AI tools have become a normal part of my daily workflow, but I've noticed one small problem that keeps coming up: some prompts are worth saving. I reuse certain prompts for data analysis, research, formatting, brainstorming, and internal work tools. Digging through old chats to find them isn't exactly efficient. So I decided to build something I'd actually use: a simple Chrome extension for saving, organizing, and reusing prompts from the browser.
I kept the test simple and consistent
To make the comparison fair, I gave ChatGPT, Claude, and Gemini the same project brief and judged them against the same expectations. The extension had to use Chrome's Manifest V3 format, rely only on HTML, CSS, JavaScript, and local browser storage, and work without an account, server, or Chrome Web Store release. At minimum, it needed to save prompts with titles, show them in a popup, copy them to the clipboard, edit saved prompts, and delete the ones I no longer needed. I also paid attention to more than just whether the code worked. I looked at how useful the first answer was, how well each tool guided a beginner, how complete the files were, how it handled rough edges, and whether I actually felt confident following its instructions.
At the time of testing, I used the highest free version I could access on each platform: GPT-5.5 on ChatGPT's Free tier, Claude Sonnet 4.6, and Gemini 3.5 Flash. Since I don't pay for all three services, this felt like the fairest way to compare what a typical reader could try for themselves.
The two prompts I used for each platform are listed at the end of the article.
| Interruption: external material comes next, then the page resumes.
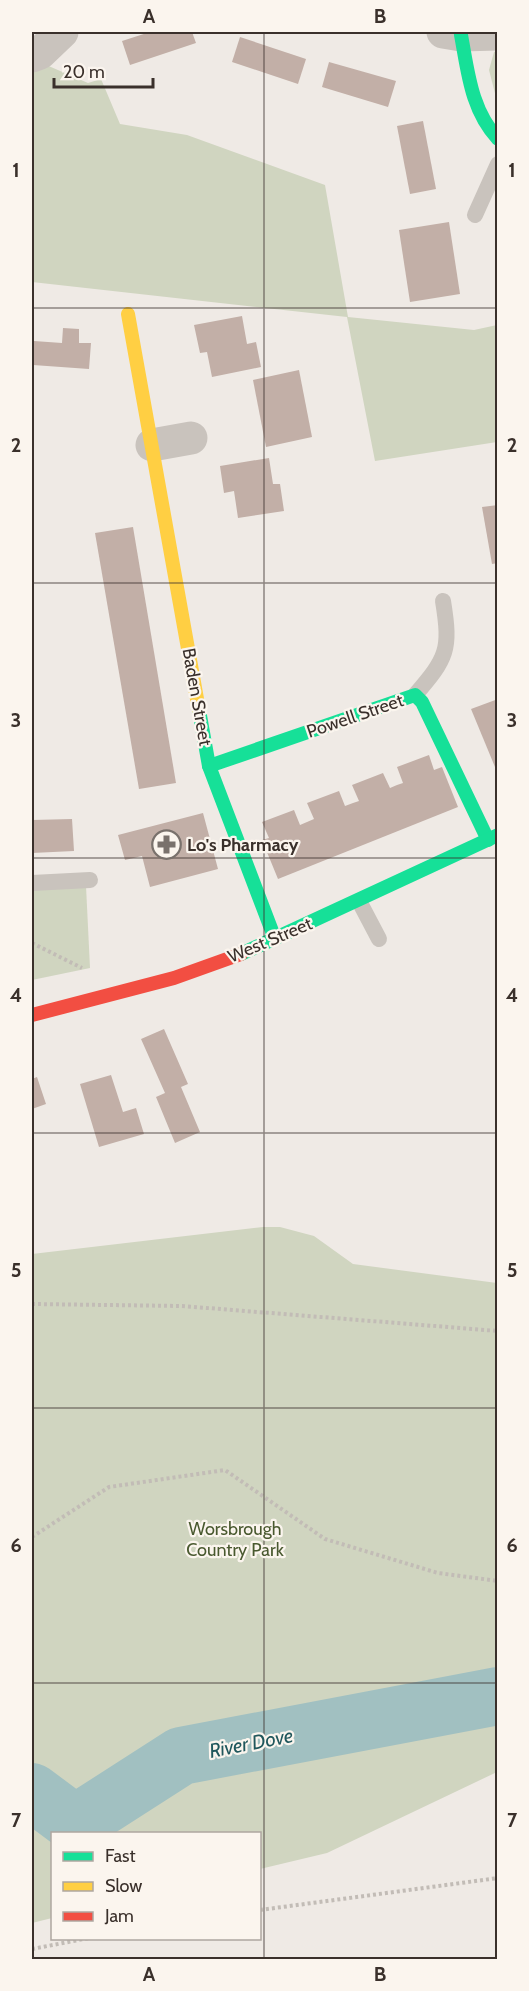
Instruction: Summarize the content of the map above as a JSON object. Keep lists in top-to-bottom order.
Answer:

ChatGPT gave me a working extension almost immediately
It was useful right away, but not quite polished
ChatGPT was fast to turn the idea into something usable. It did a good job explaining the overall process, laying out the basic files I needed, and getting me from prompt to working prototype in about five minutes. The extension was simple, but it worked: I could save prompts, view them in the pop-up, copy them to the clipboard, and delete the ones I no longer needed.
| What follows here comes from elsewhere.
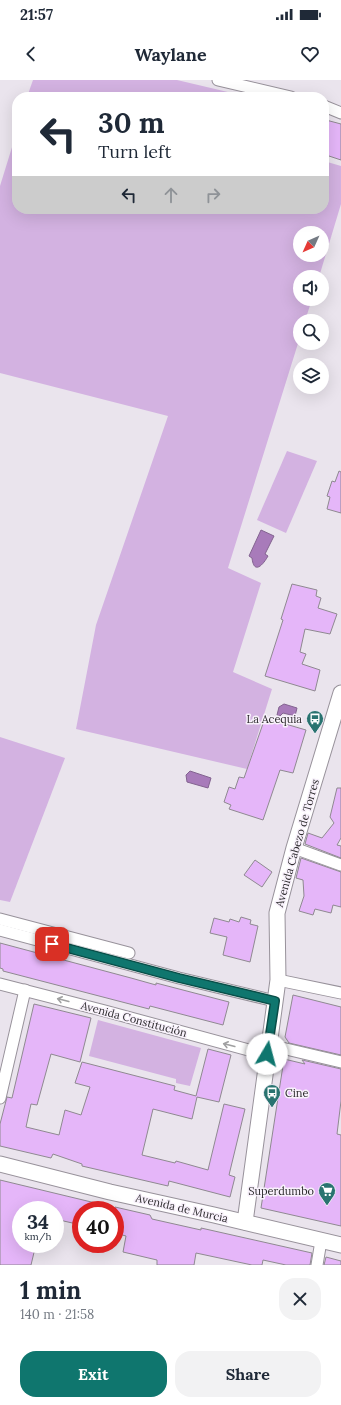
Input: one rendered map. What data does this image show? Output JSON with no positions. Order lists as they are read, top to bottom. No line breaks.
{"streets":{"street":["Avenida Cabezo de Torres","Avenida Constitución","Avenida de Murcia"]},"crossings":[["Avenida Cabezo de Torres","Avenida Constitución"],["Avenida Cabezo de Torres","Avenida de Murcia"]],"places":{"bus stop":["La Acequia","Cine"],"supermarket":["Superdumbo"]},"north":"bottom left","page":{"status":"21:57","header":"Waylane","turn":["30 m","Turn left"],"speed":"34 km/h","limit":"40","heading":["1 min","140 m · 21:58"],"buttons":["Exit","Share"]}}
The main thing I wanted more of was technical explanation. ChatGPT told me what to do, but it could have gone a little deeper on what each code snippet was actually doing. That matters if you're new to building extensions and want to understand the project instead of just copying files into a folder. I also wish the extension inserted a saved prompt directly into the active text field instead of making me click copy and paste it manually. To be fair, ChatGPT did suggest that as a future improvement, along with several smart upgrades for security and usability. Overall, ChatGPT made a strong first impression because I ended up with a working extension quickly and a clear path for making it better.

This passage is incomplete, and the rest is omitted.